Intelligent Systems with Applications (Jun 2024)
Ensemble learning for impurity prediction in high-purity indium purified via vertical zone refining
Abstract
The complexity of raw materials and multi-step purification processes presents considerable technical challenges in establishing universally applicable process parameters for the production of high-purity metals. Machine learning has emerged as an indispensable tool in the field of materials science, facilitating the accurate prediction of target variables and accelerating process optimization, thereby yielding substantial reductions in both experimental costs and time. This study explores the utilization of high-precision machine learning models to predict the residual impurity content in high-purity indium after vertical zone refining. A dataset comprising 82 experimental datasets was employed to determine the optimal hyperparameters for XGBoost and LightGBM models through Bayesian optimization.
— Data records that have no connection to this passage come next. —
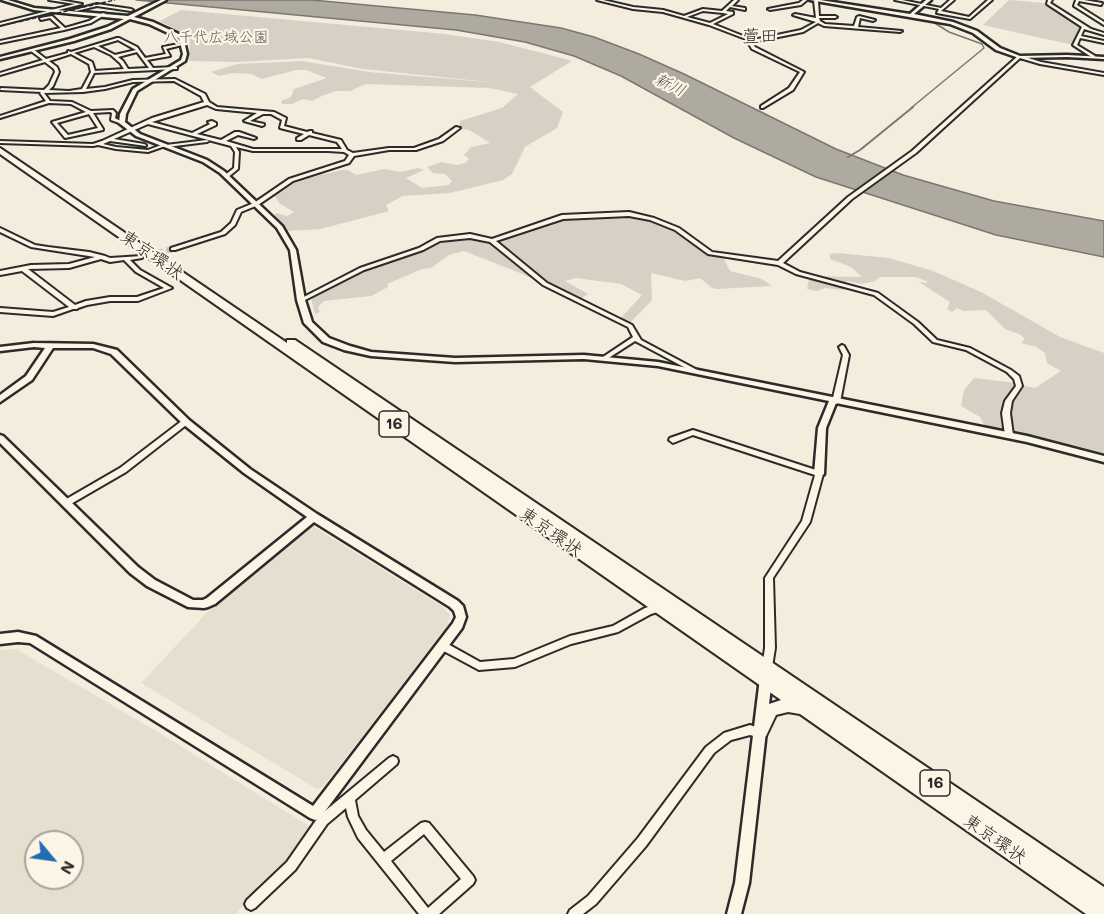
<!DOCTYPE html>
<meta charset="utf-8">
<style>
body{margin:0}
#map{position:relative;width:1104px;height:914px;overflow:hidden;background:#f4edde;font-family:Mali,sans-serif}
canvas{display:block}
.north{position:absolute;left:24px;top:830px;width:60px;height:60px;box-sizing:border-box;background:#fcf5e5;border:2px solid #a8a49b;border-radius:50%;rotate:119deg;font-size:16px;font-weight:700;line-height:24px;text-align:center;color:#2b2b2b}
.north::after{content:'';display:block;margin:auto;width:21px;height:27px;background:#1f6fb2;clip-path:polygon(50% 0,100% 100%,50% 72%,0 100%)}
</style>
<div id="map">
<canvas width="1104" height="914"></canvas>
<div class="north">N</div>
</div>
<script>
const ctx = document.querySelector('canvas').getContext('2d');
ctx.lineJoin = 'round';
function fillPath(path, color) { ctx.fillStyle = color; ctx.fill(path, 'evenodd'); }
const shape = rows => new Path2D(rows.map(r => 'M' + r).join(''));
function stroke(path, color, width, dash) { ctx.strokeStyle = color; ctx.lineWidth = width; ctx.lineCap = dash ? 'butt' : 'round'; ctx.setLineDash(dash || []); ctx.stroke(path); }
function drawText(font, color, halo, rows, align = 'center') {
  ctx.font = font + ' Mali,"Klee One",sans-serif'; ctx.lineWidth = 4.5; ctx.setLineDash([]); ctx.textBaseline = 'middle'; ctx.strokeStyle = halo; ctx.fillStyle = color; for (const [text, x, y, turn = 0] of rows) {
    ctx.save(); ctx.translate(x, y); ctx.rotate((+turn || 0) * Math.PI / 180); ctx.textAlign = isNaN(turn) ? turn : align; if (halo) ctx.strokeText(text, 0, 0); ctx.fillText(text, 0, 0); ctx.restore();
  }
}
const built = shape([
 [311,525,443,607,450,615,448,625,408,677,323,787,317,789,141,683,217,602],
 [16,649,158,732,312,828,279,871,248,900,236,914,0,914,0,650],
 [36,842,72,842,72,878,36,878]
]);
const green = shape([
 [1009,0,1044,3,1087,28,1083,28,1073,45,983,25],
 [181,10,445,34,499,42,550,55,572,61,530,87,563,112,557,128,525,147,512,174,503,180,450,193,403,196,386,205,389,211,386,212,320,229,288,231,274,215,277,213,287,216,294,212,279,203,275,196,293,184,312,177,342,170,348,170,356,175,384,169,401,172,418,168,424,170,406,178,422,188,449,185,452,181,445,174,433,173,427,167,441,162,457,165,465,163,469,159,464,155,471,147,490,143,469,130,459,129,460,121,502,108,518,94,489,88,366,84,350,91,336,91,322,96,312,101,303,99,292,104,282,104,281,101,291,97,294,89,327,78,306,70,296,70,262,79,251,74,232,73,219,76,211,72,237,64,302,61,369,72,498,83,363,69,308,58,236,62,189,61,190,39,160,21],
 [627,214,650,220,675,230,706,252,723,257,730,271,762,279,772,286,717,289,712,288,700,278,685,281,651,273,652,300,629,324,620,319,642,295,621,284,576,278,565,281,588,294,579,300,520,273,464,251,449,255,431,268,422,269,387,284,388,287,371,296,324,301,318,307,320,312,315,314,311,298,364,269,423,250,448,238,469,237,499,244,501,239,550,221,572,217],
 [837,253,889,258,933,271,981,292,1060,337,1104,353,1104,455,986,428,980,417,961,406,964,390,974,378,1008,382,1035,388,1061,371,1047,363,1045,353,1036,347,1021,343,1025,339,1019,334,1005,329,986,310,964,311,957,308,952,312,947,309,950,302,919,282,927,283,927,281,915,277,880,277,875,281,862,284,847,281,844,290,825,288,817,291,807,289,809,280,814,276,862,277,851,267,830,259,830,254]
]);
const water = shape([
 [136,0,312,0,475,15,561,28,594,37,639,54,684,74,836,149,903,175,994,201,1104,221,1104,257,996,235,816,177,734,138,621,76,574,56,525,42,456,30,136,0]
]);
const streamFar1 = shape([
 [911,108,984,48,982,44,949,32,930,20]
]);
const stream = shape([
 [848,157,860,150,913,107]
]);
const minorTunnel = shape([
 [140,257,173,249]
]);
const minor = shape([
 [49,0,59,0,82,4,0,25,0,23,75,4,49,0],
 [597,0,603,0,633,7,663,10,684,16,703,9,722,11,734,0,738,0,732,6,745,8,745,10,730,7,726,11,733,12,733,14,713,24,753,40,801,30,816,22,793,15,795,14,816,18,814,1,816,0,818,1,819,16,835,16,837,17,835,18,819,18,820,21,825,24,854,26,857,17,859,16,875,20,873,21,860,18,858,27,902,31,900,32,824,26,818,23,803,32,754,42,753,44,755,47,804,72,793,90,763,108,761,108,761,106,789,88,800,72,752,49,749,44,751,41,709,25,663,12,633,9,597,0],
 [703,11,723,13,728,14,710,23,687,17,703,11],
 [803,0,807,0,801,5,770,10,768,9,799,3,803,0],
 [895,0,902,0,941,8,950,0,954,0,941,11,969,17,988,0,992,0,970,19,937,13,939,9,895,0],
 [1048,0,1052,0,1050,3,1091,29,1104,33,1104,35,1084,29,1081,36,1104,41,1104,43,1080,38,1077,45,1095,56,1095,58,1093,58,1073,45,1082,27,1047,4,1048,0],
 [1076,0,1084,0,1102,3,1101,5,1079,1,1077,5,1104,22,1104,25,1074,6,1076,0],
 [97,4,131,9,133,10,131,11,97,6,76,11,74,10,97,4],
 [103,13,106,14,91,23,64,30,0,43,0,41,61,28,50,18,41,20,40,18,52,16,65,28,89,21,103,13],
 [117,38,119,38,137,47,145,58,166,54,163,47,184,43,186,44,166,49,170,56,147,60,153,68,176,67,177,67,177,69,94,73,86,89,105,87,133,80,175,79,205,94,209,102,217,107,274,112,286,118,284,126,307,132,310,131,312,131,312,133,341,140,347,150,353,153,389,148,414,148,439,139,456,127,460,128,443,141,416,150,389,150,354,156,349,163,293,181,258,205,241,212,235,225,225,234,175,250,171,250,171,248,221,232,231,223,237,210,254,203,289,179,345,161,349,155,344,152,328,151,253,151,236,147,239,152,238,169,227,178,225,177,225,175,234,168,235,152,231,146,148,124,114,139,144,144,146,145,146,146,110,141,103,144,116,147,148,150,164,144,166,145,207,140,209,141,207,142,167,147,165,146,148,152,116,149,98,145,93,146,0,143,0,141,93,144,102,141,152,118,204,102,201,96,174,81,133,82,105,89,83,92,44,93,50,101,72,102,91,111,113,110,116,113,115,118,124,123,122,124,111,120,112,113,110,112,93,113,103,129,103,130,65,138,52,122,86,112,71,104,49,103,0,118,0,116,46,101,40,93,41,92,0,90,1,88,44,90,49,85,55,72,54,69,45,62,0,75,0,73,43,60,31,51,31,49,33,49,46,59,68,53,68,51,71,52,117,38],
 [118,40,136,50,115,55,98,46,118,40],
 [94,47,111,55,120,63,124,69,95,71,92,62,74,53,94,47],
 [137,52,149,68,128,69,123,61,118,57,137,52],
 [71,54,89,64,91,72,82,89,69,91,49,90,53,86,59,72,57,67,49,61,71,54],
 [207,105,216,109,257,113,244,121,262,126,264,125,264,124,250,121,263,114,271,114,282,120,280,128,304,134,297,138,297,140,301,140,309,135,337,142,342,149,253,149,226,141,238,135,254,139,256,138,239,132,235,132,221,140,197,134,216,125,216,123,212,121,208,122,210,124,192,133,152,122,207,105],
 [89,114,98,128,68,135,57,123,89,114],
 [1018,56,1022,56,1041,62,1104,73,1104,75,1040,64,1020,58,916,153,852,199,783,263,800,272,878,293,918,322,937,340,970,348,1011,370,1019,376,1022,386,1012,401,1010,413,1013,435,1012,437,1006,437,1005,435,1002,413,1005,401,1016,386,1014,379,1007,372,966,350,933,342,914,324,874,295,796,274,778,265,708,254,675,230,650,220,629,216,563,219,496,241,547,283,632,325,641,340,699,371,700,372,699,373,695,373,637,342,635,341,607,359,603,359,602,358,603,357,633,337,628,327,543,285,490,242,470,238,440,241,423,250,364,270,303,301,299,301,298,300,360,268,419,248,437,238,470,234,492,239,562,215,629,212,654,218,679,228,712,252,778,261,848,197,912,151,1018,56],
 [0,228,35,245,48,247,89,252,105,256,110,258,142,256,142,258,130,260,140,270,172,288,138,301,110,301,87,305,78,308,77,309,73,309,53,316,0,312,0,308,53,312,69,307,22,271,0,275,0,271,31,265,69,264,95,257,31,247,0,232,0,228],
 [101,259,110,262,124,260,136,272,164,288,137,297,110,297,86,301,75,305,28,269,69,268,101,259],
 [842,345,844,346,849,355,840,402,836,404,832,402,843,355,839,347,842,345],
 [183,420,186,420,190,422,126,472,69,505,63,505,62,503,63,501,120,468,183,420],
 [693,430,822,472,823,474,810,522,773,578,775,648,772,667,770,670,767,671,764,670,762,667,765,648,765,578,802,521,815,475,693,435,673,443,669,440,670,438,693,430],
 [661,603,664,604,665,607,664,610,651,614,618,632,571,644,515,667,479,670,440,649,438,646,440,643,443,642,446,643,480,662,514,659,570,636,613,626,645,608,661,603],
 [750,725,764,730,765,733,764,736,760,738,750,735,731,740,714,753,646,846,596,904,583,914,568,914,570,910,588,896,638,838,706,747,724,733,750,725],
 [393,756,397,758,398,761,397,764,355,800,358,816,366,830,384,852,421,823,425,822,429,823,473,876,475,880,473,884,439,914,419,914,358,838,348,817,346,808,327,824,295,870,255,908,251,910,247,908,245,904,247,900,287,862,319,816,389,758,393,756],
 [424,834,461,879,428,908,391,861,424,834]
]);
const tertiary = shape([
 [2,0,8,0,34,8,128,16,161,0,166,0,134,17,153,22,183,36,187,54,185,61,137,91,126,114,125,122,140,134,207,160,224,171,282,226,296,250,305,300,312,322,329,338,350,346,371,352,455,358,584,355,658,362,1027,436,1104,456,1104,462,1027,442,836,403,826,428,824,474,819,477,814,474,818,428,829,401,658,366,584,359,455,362,371,356,344,350,323,342,304,323,297,300,290,250,277,228,220,173,203,162,136,136,119,123,120,114,133,89,181,60,183,54,179,38,149,24,130,19,111,29,74,41,0,59,0,57,70,39,107,27,124,19,34,10,2,0],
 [810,0,820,0,910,14,926,0,931,0,914,14,953,22,977,31,1000,48,1020,56,1067,55,1104,57,1104,59,1067,57,1019,58,996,50,973,33,950,24,810,0],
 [34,343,93,344,117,350,189,420,250,469,317,514,458,601,463,606,466,617,462,628,320,818,315,820,310,818,30,643,18,642,0,644,0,634,18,632,36,636,313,806,453,623,456,617,454,611,450,607,314,522,215,604,208,607,204,608,188,607,147,586,130,573,0,443,0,435,3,436,138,567,155,580,193,600,203,600,207,598,307,517,244,473,183,424,111,354,93,348,53,348,32,380,0,402,0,395,26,376,45,348,34,347,0,351,0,347,34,343],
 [766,673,770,675,772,678,749,883,741,914,727,914,735,883,760,678,762,675,766,673]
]);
const trunk = shape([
 [0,148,287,343,287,340,295,340,1104,887,1104,914,1086,914,800,714,788,712,776,715,766,736,760,738,754,736,752,731,766,705,781,700,0,154,0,148]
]);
const rail = shape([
 [0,26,115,0]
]);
const farParknames = [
 ["八千代広域公園",216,37]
];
const farWaternames = [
 ["新川",670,85,26]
];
const shields = [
 [394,424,30],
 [935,783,30]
];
const shieldNames = [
 ["16",394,424],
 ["16",935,783]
];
const farQuarternames = [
 ["萱田",760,36]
];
const streetNames = [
 ["東京環状",152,255,35],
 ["東京環状",551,532,35],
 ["東京環状",995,839,35]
];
fillPath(built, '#e5dfd0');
fillPath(green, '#d6d1c4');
fillPath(water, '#afaaa0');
stroke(water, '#7a7771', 1.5);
stroke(streamFar1, '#7a7771', 1.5);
stroke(stream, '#7a7771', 2);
stroke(minorTunnel, '#ccc6ba', 6, [6, 3]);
stroke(minor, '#2b2b2b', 4);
stroke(tertiary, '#2b2b2b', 5);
stroke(trunk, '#2b2b2b', 4);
fillPath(minor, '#fcf5e5');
fillPath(tertiary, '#fcf5e5');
fillPath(trunk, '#fcf5e5');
stroke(rail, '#2b2b2b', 1.5, [4.5, 2]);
drawText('15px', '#565451', '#fcf5e5', farParknames);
drawText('italic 16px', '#595754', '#fcf5e5', farWaternames);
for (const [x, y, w] of shields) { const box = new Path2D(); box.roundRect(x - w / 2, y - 13, w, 26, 4.5); ctx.fillStyle = '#fcf5e5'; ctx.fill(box); stroke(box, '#2b2b2b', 1.5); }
drawText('bold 16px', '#2b2b2b', null, shieldNames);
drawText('18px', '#2b2b2b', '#fcf5e5', farQuarternames);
drawText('18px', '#2b2b2b', '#fcf5e5', streetNames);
</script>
The XGBoost and LightGBM models demonstrated mean absolute errors (MAEs) of 0.022 and 0.023, respectively, as determined via leave-one-out cross-validation (LOOCV). Their comparable predictive performance to the previously established Ridge regression model (MAE = 0.024) prompted the exploration of fusion techniques, including mean, weighted, and stacking fusion, to further enhance accuracy. Remarkably, the weighted fusion model exhibited the most optimal predictive capabilities, supported by comprehensive evaluation metrics, including an MAE of 0.020, root mean squared error (RMSE) of 0.026, and a coefficient of determination (R2 score) of 0.830. Furthermore, the SHapley Additive exPlanations (SHAP) analysis revealed a significant correlation between lower initial arsenic (As) content and reduced total post-refining impurity levels in both the XGBoost and LightGBM models. This study underscores the precision of ensemble learning in predicting residual impurity content in vertically zone-refined indium products.